PROMPT. Copy exactly, and only, the lines from the one containing "4h4l2 5-3 2q2" through the last line of the records below.

PROVIDED RECORDS.
::::::::::
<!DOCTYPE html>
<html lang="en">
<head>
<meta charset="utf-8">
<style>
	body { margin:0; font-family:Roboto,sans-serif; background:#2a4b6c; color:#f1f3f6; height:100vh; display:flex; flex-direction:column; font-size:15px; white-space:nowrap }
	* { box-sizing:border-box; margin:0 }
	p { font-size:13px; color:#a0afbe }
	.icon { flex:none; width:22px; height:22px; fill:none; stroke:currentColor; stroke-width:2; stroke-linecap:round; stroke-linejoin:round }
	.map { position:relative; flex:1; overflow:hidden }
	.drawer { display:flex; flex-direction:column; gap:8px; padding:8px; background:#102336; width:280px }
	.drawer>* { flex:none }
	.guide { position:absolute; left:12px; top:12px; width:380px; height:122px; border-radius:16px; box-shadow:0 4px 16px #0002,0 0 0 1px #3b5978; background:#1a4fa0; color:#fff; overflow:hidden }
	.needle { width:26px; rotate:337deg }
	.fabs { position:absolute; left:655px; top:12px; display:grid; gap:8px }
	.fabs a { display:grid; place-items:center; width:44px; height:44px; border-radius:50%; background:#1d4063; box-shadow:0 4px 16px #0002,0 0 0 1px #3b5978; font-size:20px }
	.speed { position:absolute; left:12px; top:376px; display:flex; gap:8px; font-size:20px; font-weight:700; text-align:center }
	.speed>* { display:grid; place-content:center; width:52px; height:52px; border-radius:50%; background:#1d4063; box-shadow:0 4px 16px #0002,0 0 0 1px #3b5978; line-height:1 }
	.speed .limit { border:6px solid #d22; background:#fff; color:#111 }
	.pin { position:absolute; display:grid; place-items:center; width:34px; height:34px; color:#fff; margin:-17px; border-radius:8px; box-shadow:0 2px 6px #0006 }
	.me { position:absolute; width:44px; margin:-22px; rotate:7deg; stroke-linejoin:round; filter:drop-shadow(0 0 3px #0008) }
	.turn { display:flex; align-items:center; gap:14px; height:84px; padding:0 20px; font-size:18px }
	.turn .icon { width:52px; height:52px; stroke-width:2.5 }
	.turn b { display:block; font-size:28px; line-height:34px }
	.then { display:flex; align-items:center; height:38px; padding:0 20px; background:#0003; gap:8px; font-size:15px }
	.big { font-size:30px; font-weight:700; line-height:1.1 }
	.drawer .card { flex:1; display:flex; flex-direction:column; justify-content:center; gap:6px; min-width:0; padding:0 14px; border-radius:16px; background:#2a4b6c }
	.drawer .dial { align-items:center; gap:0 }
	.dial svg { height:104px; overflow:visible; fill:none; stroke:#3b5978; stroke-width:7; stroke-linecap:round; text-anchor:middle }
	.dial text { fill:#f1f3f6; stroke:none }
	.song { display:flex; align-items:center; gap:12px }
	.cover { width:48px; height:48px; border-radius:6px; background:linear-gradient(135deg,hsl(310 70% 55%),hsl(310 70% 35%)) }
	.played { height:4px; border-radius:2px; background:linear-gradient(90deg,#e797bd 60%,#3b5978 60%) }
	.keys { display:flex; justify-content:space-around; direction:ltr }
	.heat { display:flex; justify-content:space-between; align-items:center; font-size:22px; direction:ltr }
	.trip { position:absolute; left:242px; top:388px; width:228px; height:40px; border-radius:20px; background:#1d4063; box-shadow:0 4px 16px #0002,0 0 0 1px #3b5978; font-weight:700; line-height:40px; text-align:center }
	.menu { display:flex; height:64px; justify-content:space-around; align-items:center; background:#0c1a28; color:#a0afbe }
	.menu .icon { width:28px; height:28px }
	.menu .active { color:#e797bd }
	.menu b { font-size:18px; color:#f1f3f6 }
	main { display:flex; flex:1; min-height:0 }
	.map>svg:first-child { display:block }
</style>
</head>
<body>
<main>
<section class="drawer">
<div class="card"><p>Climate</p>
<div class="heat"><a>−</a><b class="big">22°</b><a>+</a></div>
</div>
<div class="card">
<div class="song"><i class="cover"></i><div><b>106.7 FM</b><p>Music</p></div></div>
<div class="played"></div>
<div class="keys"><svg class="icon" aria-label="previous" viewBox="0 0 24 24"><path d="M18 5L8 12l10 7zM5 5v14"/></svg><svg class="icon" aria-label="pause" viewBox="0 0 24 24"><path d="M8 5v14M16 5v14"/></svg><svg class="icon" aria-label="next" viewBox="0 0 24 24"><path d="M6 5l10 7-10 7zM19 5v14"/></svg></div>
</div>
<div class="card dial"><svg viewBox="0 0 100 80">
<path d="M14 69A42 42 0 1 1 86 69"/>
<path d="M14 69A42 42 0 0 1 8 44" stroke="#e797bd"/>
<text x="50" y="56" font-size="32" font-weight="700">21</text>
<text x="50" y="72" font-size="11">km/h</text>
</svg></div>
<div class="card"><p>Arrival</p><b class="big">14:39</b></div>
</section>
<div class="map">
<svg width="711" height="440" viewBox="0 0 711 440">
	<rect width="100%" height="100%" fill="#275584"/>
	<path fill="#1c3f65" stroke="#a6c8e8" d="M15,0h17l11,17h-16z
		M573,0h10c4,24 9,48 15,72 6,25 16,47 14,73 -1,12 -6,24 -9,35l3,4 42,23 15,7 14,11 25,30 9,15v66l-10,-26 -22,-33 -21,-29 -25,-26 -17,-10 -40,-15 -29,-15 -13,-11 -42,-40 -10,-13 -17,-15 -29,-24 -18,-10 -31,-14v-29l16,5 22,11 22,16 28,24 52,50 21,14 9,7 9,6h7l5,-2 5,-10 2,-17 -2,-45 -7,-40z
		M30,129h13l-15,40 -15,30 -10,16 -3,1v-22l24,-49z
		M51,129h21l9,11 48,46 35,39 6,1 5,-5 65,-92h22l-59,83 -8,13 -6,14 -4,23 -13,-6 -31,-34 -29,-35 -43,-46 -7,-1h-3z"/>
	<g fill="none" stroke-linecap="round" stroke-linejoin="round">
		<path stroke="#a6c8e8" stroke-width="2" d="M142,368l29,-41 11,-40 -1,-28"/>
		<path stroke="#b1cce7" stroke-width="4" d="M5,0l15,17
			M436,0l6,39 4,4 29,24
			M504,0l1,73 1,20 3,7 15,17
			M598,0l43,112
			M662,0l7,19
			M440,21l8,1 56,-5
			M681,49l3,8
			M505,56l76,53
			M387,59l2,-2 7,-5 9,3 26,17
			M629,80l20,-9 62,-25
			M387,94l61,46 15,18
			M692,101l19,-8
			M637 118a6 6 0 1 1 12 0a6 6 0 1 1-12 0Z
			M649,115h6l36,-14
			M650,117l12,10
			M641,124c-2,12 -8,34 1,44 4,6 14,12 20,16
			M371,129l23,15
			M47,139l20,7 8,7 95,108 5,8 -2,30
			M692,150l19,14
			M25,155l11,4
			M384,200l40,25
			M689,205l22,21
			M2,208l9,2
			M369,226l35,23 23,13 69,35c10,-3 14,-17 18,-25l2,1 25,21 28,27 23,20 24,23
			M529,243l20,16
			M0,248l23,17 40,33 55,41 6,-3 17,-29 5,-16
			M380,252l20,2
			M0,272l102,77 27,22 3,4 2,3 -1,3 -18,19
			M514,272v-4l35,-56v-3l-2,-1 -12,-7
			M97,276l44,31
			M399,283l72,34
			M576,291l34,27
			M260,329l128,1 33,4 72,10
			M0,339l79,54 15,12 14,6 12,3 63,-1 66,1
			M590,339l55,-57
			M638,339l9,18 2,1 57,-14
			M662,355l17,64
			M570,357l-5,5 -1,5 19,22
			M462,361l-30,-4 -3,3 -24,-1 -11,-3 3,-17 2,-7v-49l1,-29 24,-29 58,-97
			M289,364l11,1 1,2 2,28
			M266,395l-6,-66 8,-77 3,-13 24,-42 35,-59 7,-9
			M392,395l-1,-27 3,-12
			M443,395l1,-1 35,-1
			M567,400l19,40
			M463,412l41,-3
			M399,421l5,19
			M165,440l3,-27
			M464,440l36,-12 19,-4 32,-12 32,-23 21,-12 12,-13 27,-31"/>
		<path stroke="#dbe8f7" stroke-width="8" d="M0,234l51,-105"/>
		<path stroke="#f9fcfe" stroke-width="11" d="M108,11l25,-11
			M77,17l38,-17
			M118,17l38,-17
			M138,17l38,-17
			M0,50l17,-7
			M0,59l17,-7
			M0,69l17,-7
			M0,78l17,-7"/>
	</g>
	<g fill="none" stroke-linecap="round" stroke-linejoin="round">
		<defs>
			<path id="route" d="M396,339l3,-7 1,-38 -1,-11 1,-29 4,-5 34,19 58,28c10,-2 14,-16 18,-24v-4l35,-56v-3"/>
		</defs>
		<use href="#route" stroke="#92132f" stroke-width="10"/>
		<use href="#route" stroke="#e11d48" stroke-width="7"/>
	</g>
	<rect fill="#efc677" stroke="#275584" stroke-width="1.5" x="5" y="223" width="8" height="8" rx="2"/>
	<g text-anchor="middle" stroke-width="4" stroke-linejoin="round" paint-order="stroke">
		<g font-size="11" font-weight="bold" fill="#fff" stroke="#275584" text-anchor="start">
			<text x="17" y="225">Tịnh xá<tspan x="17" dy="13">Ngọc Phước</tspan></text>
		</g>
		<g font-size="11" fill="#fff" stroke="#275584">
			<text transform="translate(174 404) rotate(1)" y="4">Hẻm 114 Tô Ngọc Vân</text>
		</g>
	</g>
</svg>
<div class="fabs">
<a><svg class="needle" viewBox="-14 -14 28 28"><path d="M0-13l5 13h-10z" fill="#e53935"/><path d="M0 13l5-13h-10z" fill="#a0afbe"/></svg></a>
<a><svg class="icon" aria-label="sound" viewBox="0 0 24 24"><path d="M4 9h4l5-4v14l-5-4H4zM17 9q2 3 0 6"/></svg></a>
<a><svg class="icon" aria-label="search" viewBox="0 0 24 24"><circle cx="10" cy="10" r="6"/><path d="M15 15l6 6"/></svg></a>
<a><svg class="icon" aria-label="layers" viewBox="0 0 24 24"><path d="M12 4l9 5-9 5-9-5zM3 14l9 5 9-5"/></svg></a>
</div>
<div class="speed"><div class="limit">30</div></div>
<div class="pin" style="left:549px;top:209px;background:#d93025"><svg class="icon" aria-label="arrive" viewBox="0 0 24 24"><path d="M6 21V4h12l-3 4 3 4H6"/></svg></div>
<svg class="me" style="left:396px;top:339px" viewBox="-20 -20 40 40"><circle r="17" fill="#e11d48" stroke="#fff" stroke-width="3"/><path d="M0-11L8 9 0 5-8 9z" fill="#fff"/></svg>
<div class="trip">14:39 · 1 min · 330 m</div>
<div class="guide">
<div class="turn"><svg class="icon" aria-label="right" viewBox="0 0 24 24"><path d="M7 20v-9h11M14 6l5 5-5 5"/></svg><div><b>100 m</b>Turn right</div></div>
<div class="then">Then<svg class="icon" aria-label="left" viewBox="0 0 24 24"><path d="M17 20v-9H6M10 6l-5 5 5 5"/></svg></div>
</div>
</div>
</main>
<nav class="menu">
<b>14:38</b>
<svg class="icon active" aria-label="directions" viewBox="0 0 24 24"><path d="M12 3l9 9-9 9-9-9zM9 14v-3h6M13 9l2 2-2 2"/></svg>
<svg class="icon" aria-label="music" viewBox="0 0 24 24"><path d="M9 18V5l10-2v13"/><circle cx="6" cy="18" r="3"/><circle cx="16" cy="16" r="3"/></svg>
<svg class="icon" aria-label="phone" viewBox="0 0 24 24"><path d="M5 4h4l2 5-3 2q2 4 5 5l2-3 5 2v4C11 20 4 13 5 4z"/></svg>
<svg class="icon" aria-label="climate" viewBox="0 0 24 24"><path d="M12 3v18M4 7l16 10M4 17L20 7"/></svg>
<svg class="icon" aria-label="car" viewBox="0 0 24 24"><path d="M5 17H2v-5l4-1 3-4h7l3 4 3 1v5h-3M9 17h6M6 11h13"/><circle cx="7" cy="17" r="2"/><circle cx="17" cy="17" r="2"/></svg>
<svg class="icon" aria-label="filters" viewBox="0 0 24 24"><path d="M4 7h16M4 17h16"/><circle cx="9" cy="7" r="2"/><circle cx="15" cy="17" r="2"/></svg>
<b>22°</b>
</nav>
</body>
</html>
::::::::::
RESPONSE TO THE EXERCISE.
<svg class="icon" aria-label="phone" viewBox="0 0 24 24"><path d="M5 4h4l2 5-3 2q2 4 5 5l2-3 5 2v4C11 20 4 13 5 4z"/></svg>
<svg class="icon" aria-label="climate" viewBox="0 0 24 24"><path d="M12 3v18M4 7l16 10M4 17L20 7"/></svg>
<svg class="icon" aria-label="car" viewBox="0 0 24 24"><path d="M5 17H2v-5l4-1 3-4h7l3 4 3 1v5h-3M9 17h6M6 11h13"/><circle cx="7" cy="17" r="2"/><circle cx="17" cy="17" r="2"/></svg>
<svg class="icon" aria-label="filters" viewBox="0 0 24 24"><path d="M4 7h16M4 17h16"/><circle cx="9" cy="7" r="2"/><circle cx="15" cy="17" r="2"/></svg>
<b>22°</b>
</nav>
</body>
</html>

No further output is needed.